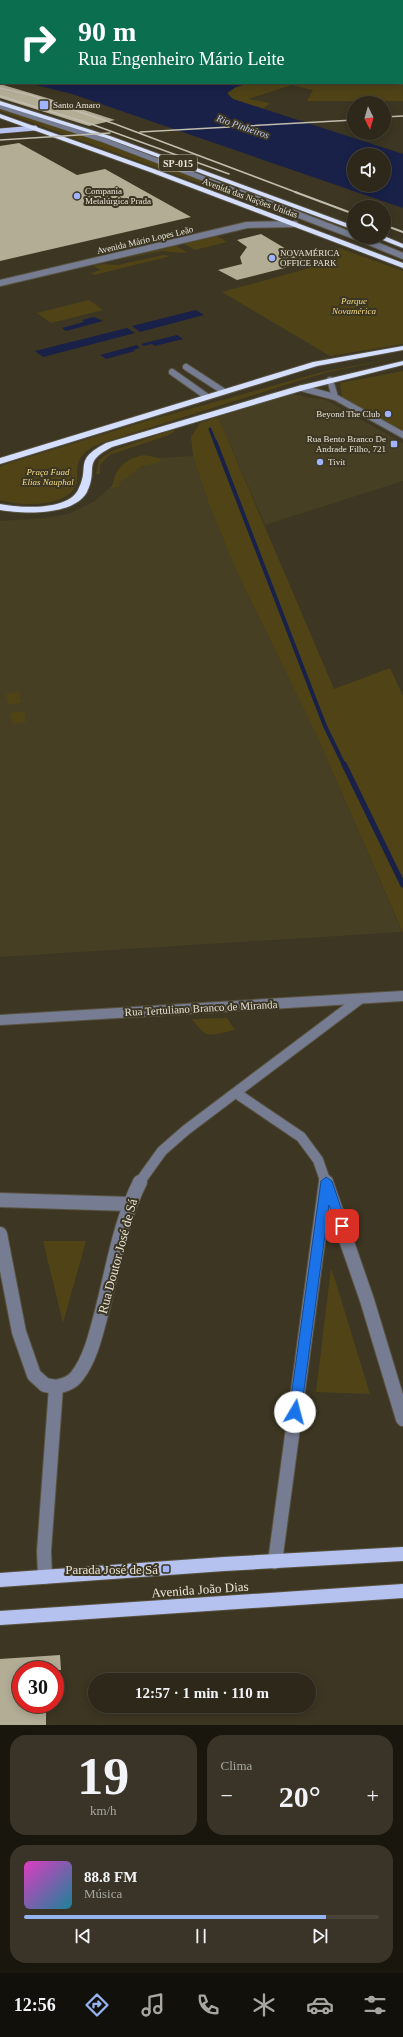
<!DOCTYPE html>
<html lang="pt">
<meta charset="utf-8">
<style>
body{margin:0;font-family:Georgia,serif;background:#393427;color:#f1f3f6;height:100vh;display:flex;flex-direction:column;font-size:15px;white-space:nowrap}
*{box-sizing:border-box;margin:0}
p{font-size:13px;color:#a7a6a2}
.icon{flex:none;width:22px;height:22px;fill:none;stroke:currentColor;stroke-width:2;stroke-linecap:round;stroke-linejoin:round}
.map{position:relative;height:1725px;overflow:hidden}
.side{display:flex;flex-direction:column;gap:10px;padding:10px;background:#19160e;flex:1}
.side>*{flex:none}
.banner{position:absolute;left:0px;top:0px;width:403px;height:84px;box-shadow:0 2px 10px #0003,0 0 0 1px #484439;background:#0b6e4f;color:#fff;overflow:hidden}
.needle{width:26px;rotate:175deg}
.tools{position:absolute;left:347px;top:96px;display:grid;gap:8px}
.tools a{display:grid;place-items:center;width:44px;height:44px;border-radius:50%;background:#2d281a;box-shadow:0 2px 10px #0003,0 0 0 1px #484439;font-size:20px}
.speed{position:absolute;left:12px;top:1661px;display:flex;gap:8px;font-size:20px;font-weight:700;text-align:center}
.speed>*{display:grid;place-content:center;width:52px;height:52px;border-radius:50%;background:#2d281a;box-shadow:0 2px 10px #0003,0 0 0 1px #484439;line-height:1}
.speed .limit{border:6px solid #d22;background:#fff;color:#111}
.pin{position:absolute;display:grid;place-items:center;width:34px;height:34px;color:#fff;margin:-17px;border-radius:8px;box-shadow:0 2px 6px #0006}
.me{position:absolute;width:44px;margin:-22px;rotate:8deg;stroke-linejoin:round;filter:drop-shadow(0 0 3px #0008)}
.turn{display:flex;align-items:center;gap:14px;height:84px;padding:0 12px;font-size:18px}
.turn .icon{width:52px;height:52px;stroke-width:2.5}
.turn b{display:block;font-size:28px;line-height:34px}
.big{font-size:30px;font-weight:700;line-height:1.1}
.side .tile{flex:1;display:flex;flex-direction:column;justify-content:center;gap:6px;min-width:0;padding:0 14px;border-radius:16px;background:#393427}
.side .dial{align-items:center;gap:0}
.dial b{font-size:52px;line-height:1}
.song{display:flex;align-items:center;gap:12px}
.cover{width:48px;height:48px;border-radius:6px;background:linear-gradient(135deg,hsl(310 70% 55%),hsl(190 70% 35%))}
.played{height:4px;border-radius:2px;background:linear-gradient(90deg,#95b2f1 85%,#484439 85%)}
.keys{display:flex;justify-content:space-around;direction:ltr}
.heat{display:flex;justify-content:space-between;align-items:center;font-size:22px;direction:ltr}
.side .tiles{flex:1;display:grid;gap:10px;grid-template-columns:1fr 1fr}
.tile:last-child{grid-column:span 2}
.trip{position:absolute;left:88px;top:1673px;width:228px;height:40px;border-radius:20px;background:#2d281a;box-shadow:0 2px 10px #0003,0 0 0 1px #484439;font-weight:700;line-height:40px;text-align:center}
.dock{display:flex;height:64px;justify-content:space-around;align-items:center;background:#12100a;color:#a7a6a2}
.dock .icon{width:28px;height:28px}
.dock .active{color:#95b2f1}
.dock b{font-size:18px;color:#f1f3f6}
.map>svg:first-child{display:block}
.built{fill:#473f23}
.green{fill:#504417}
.water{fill:#192149;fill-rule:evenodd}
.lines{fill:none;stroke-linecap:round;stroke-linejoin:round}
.stream-far2{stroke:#192149;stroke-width:3}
.stream-far1{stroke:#192149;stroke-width:4}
.stream{stroke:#192149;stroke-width:5.5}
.building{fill:#b4ad96}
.minor-far3-casing{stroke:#58523f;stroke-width:6}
.minor-far2-casing{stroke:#58523f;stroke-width:8}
.minor-far1-casing{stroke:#58523f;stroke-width:12}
.minor-casing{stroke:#58523f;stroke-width:16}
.major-far1-casing{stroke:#58523f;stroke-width:6}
.major-casing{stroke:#58523f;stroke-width:16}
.highway-casing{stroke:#58523f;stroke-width:2}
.minor-far3{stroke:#767c92;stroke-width:5}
.minor-far2{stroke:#767c92;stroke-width:6}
.minor-far1{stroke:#767c92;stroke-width:10}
.minor{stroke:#767c92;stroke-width:14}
.major-far1{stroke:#b5c1ee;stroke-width:5}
.major{stroke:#b5c1ee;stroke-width:14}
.highway{fill:#d4defe;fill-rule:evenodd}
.rail-far1{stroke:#c1bdaf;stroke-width:1.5}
.rail{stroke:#c1bdaf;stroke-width:2}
.route{fill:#1a73e8;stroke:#114b97}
.poi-dot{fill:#a0b3fd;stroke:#3c3622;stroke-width:1.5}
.labels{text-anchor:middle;stroke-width:4;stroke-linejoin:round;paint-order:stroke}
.far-poi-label{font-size:9px;fill:#e8e4d8;stroke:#3c3622;text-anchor:start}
.far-street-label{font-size:9px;fill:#e8e4d8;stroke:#3c3622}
.far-park-label{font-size:9px;font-style:italic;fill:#f2da88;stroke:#3c3622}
.far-water-label{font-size:10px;font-style:italic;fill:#bbc7f4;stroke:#3c3622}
.shield{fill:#3c3622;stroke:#b4b0a1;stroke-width:1}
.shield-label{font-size:10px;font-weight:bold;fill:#e8e4d8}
.street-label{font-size:11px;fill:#e8e4d8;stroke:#3c3622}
.near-street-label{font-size:13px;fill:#e8e4d8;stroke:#3c3622}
.near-poi-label{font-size:13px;fill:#e8e4d8;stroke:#3c3622;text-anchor:end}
</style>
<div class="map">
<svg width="403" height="1725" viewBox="0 0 403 1725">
<rect width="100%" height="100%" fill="#3c3622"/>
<g class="built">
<polygon points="290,394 326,400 403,443 403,481 265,525 218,417"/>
<polygon points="193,456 210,507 236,570 316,734 402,932 0,957 0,521 44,518 68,514 95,501 116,482 156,458"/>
</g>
<g class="green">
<polygon points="402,60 403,101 307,101 313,90 292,85 248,99 270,103 263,109 233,99 227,93 236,87 249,83 402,83"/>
<polygon points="0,107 103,141 100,143 106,141 346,236 0,111"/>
<polygon points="217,236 227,242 195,250 184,244"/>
<polygon points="176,246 187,252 182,253 162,251 113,261"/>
<polygon points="339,248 403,271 403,344 330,356 222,292 328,263 330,260 325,253 329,249"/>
<polygon points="163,255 171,256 94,275 91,273 101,270 93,266 84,268 102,264 118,265"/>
<polygon points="89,300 103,310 51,323 37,313"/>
<path d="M403 357 328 372 295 382 101 443C87 449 77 456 77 472 77 477 78 483 75 487 64 508 19 506 0 500V467L3 465 143 422 326 371Z"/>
<polygon points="403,371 403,431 342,397 340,383"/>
<polygon points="218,417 334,689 390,668 403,696 403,933 316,734 236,570 210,507 193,456 191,437 200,423"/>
<polygon points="172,430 175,431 169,435 109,455 100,465 100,474 96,474 99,460 111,451"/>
<path d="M144 455 159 458 161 462 142 466 119 483V487L110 488C114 484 113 481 115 476 119 464 132 457 144 455Z"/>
<polygon points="19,692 21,703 8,704 6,694"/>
<polygon points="24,711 26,722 13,724 10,713"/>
<path d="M227 1018 235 1030C210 1035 208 1041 192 1019Z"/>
<polygon points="43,1241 86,1241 63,1323"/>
<polygon points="331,1268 336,1283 370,1394 316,1392"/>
</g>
<g class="water">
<path d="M28 83H249L236 87 227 93 233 99 403 154V208L72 94ZM354 155H384V185H354Z"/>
<polygon points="196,310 204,315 140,332 132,326"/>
<polygon points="94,317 103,321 66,331 62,328 84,322 82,320"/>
<polygon points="127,328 135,333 43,357 35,351"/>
<polygon points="177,335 183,339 155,346 152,344 144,346 141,344"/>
<polygon points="137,345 140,348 133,350 135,351 106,359 100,355"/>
</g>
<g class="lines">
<polyline class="stream-far2" points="210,429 215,442"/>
<polyline class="stream-far1" points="215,441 325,726 344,765"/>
<polyline class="stream" points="344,764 403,885"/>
</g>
<g class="building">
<polygon points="0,84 47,98 115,120 89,126 0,98"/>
<polygon points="19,143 77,175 105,169 191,217 0,261 0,146"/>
<polygon points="261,234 308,262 237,280 218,270 242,264 240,257 247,247 237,240"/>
<polygon points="60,1655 61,1670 21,1670 21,1704 46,1704 46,1725 0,1725 0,1659"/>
</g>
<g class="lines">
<defs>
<g id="minor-far3">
<polyline points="5,0 11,1"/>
<polyline points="166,0 170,1"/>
<polyline points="0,106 101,139 241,193"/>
</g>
<g id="minor-far2">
<polyline points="239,192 354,236"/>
<polyline points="357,237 403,256"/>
<polyline points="0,283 247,225 295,224"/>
<polyline points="186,367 223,391"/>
<polyline points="172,372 206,396"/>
<polyline points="330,380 335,397"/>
<polyline points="301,388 335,397 403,435"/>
</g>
<g id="minor-far1">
<polyline points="0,1020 403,996"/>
<polyline points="236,1093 301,1137 318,1160 326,1183"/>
<polyline points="139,1183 162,1151 186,1130 360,999"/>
<polyline points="326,1183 326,1181"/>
</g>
<g id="minor">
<polyline points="326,1182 367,1300 403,1419"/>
<polyline points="0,1200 129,1204"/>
<polyline points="0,1234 19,1332 34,1375 45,1385 56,1387"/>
<polyline points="275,1562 326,1182"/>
<path d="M45 1577 44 1551 56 1387C64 1385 72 1383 77 1376 91 1358 96 1333 102 1311 113 1268 120 1222 140 1182"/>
</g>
<polyline id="major-far1" points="0,131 35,128"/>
<g id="major">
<polyline points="0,1580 224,1564 403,1554"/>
<polyline points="0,1618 403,1591"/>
</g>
<g id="highway">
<polygon points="0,101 110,136 354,226 354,230 106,138 0,105"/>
<polygon points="0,114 154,169 403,263 403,268 150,172 0,118"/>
<polygon points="384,236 403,244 403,248 375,237"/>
<polygon points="403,346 403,350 317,366 0,464 0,458 313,362"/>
<path d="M403 361V365L304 390 112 447C81 463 99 468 87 492 74 516 23 514 0 510V504C20 508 67 511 78 490 91 466 72 461 106 443L298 386Z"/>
</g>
</defs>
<use href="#minor-far3" class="minor-far3-casing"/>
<use href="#minor-far2" class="minor-far2-casing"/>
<use href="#minor-far1" class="minor-far1-casing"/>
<use href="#minor" class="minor-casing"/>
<use href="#major-far1" class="major-far1-casing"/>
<use href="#major" class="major-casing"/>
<use href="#highway" class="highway-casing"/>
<use href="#minor-far3" class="minor-far3"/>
<use href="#minor-far2" class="minor-far2"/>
<use href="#minor-far1" class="minor-far1"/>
<use href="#minor" class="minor"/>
<use href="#major-far1" class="major-far1"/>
<use href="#major" class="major"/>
<use href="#highway" class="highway"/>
<g class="rail-far1">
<polyline points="0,88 30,95 115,124 298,193"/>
<polyline points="0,96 91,124 229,174"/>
<polyline points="384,117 403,116"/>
<polyline points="140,132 354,120"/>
<polyline points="0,140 110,133"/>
</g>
<g class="rail">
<polyline points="295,192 354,214"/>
<polyline points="384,225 403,232"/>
</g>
</g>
<polygon class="route" points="326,1177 332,1181 347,1226 346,1229 338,1229 329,1205 301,1412 299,1416 295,1418 291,1416 289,1412 321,1181"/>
<g class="poi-dot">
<rect x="39" y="100" width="10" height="10" rx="2"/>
<circle cx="77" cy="196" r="4"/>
<circle cx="272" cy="258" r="4"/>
<circle cx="388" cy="414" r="4"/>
<rect x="390" y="440" width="8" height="8" rx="2"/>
<circle cx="320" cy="462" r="4"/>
<rect x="162" y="1565" width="8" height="8" rx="2"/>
</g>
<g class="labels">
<g class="far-poi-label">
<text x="53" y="108">Santo Amaro</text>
<text x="85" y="194">Compania<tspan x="85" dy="10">Metalúrgica Prada</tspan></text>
<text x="280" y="256">NOVAMÉRICA<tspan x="280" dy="10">OFFICE PARK</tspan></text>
<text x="380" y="417" text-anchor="end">Beyond The Club</text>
<text x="386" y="442" text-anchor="end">Rua Bento Branco De<tspan x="386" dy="10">Andrade Filho, 721</tspan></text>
<text x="328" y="465">Tivit</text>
</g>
<g class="far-street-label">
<text transform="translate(250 198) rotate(20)" y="3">Avenida das Nações Unidas</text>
<text transform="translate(145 240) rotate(-13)" y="3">Avenida Mário Lopes Leão</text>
</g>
<g class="far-park-label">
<text x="354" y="304">Parque<tspan x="354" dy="10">Novamérica</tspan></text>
<text x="48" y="475">Praça Fuad<tspan x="48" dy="10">Elias Nauphal</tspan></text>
</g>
<g class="far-water-label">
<text transform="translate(243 126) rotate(19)" y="4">Rio Pinheiros</text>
</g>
<rect class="shield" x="159" y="155" width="38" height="16" rx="3"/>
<g class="shield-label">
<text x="178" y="167">SP-015</text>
</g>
<g class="street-label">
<text transform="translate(201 1008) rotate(-3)" y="4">Rua Tertuliano Branco de Miranda</text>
</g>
<g class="near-street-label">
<text transform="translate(117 1256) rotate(-75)" y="5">Rua Doutor José de Sá</text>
<text transform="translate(200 1589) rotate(-4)" y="5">Avenida João Dias</text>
</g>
<g class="near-poi-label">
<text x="158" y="1574">Parada José de Sá</text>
</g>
</g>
</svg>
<div class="tools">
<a><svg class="needle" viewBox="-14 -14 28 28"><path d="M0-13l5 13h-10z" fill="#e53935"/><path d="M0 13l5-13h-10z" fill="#a7a6a2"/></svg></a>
<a><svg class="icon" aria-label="sound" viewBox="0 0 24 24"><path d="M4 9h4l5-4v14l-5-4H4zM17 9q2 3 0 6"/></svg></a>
<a><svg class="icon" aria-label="search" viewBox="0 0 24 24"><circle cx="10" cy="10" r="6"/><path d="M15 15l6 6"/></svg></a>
</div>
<div class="speed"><div class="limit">30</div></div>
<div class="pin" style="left:342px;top:1226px;background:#d93025"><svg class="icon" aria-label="arrive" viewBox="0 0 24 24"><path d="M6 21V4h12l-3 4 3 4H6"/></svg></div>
<svg class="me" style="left:295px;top:1412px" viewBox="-20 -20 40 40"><circle r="19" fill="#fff"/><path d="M0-13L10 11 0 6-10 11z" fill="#1a73e8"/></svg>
<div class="trip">12:57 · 1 min · 110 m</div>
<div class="banner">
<div class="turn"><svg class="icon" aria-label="right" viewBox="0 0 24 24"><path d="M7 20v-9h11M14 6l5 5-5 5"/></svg><div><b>90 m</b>Rua Engenheiro Mário Leite</div></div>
</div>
</div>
<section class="side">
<div class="tiles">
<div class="tile dial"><b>19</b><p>km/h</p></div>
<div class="tile"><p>Clima</p>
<div class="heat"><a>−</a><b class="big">20°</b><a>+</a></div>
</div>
<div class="tile">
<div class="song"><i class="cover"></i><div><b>88.8 FM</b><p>Música</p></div></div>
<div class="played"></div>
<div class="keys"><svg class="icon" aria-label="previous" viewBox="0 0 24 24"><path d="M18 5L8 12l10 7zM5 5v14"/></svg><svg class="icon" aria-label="pause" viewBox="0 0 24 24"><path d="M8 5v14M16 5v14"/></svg><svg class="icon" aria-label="next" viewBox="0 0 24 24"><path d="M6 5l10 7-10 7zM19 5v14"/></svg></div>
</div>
</div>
</section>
<nav class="dock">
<b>12:56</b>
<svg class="icon active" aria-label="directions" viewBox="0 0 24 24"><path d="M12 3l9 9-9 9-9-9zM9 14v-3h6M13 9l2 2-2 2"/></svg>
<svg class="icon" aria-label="music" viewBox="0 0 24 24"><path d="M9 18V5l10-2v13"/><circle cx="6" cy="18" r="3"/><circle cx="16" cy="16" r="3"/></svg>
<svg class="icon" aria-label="phone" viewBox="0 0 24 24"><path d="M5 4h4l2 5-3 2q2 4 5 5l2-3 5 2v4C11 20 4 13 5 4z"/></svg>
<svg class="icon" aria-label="climate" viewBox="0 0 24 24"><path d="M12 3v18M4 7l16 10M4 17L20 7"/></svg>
<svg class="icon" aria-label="car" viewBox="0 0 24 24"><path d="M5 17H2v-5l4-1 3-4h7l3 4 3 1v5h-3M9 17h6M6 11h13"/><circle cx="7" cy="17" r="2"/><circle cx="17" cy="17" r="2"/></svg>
<svg class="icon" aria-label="filters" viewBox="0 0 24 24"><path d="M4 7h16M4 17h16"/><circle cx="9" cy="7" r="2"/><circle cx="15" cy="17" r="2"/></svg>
</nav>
━━━━━━━━━━━━━━━━━━━━
- Problem
Copy each line in the entries above where the word "cover" shows up.

- Solution for this problem
.cover{width:48px;height:48px;border-radius:6px;background:linear-gradient(135deg,hsl(310 70% 55%),hsl(190 70% 35%))}
<div class="song"><i class="cover"></i><div><b>88.8 FM</b><p>Música</p></div></div>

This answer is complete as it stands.